These examples are meant to inspire your own tools. A few ideas you could build next:

- `weather_for_trip(trip_id)`  
  - Look up the trip’s start time and location from `silver_trips`.  
  - Call a weather API (e.g., historical weather) to return temperature, precipitation, etc.

- `station_health(station_id)`  
  - Aggregate the last N days of data to compute:
    - average bikes available  
    - % of time the station was empty or full  
  - Useful for planning rebalancing or spotting problem stations.

- `trip_summary_for_rider(rider_id)` (if rider IDs exist or are simulated)  
  - Summarize total trips, distance, time of day, and favorite stations.
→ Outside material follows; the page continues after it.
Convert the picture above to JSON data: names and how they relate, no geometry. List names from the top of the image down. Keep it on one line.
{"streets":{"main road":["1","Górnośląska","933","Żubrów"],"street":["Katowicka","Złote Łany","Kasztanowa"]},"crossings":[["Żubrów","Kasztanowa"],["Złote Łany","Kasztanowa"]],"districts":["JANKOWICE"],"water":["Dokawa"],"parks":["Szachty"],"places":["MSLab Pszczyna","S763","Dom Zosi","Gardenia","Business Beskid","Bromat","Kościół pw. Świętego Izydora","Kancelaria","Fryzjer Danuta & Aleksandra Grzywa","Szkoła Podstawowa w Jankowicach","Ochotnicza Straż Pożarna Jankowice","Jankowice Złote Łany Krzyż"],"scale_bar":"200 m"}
- `events_near_station(station_id, day)`  
  - Join station coordinates with a dataset of events or POIs.  
  - Let an agent explain unusual demand patterns.

- `recommend_station(lat, lon, time_of_day)`  
  - Combine `nearby_stations` with historical load patterns to suggest the “best” station.

All of these can follow the same patterns shown here:

1. Use **SQL** to query `silver_trips` / `silver_stations`.  
2. Use **Python UDTFs** when you need external APIs or non-trivial logic.  
3. Expose them as **SQL table functions** so they are easy to call from Genie rooms and agents.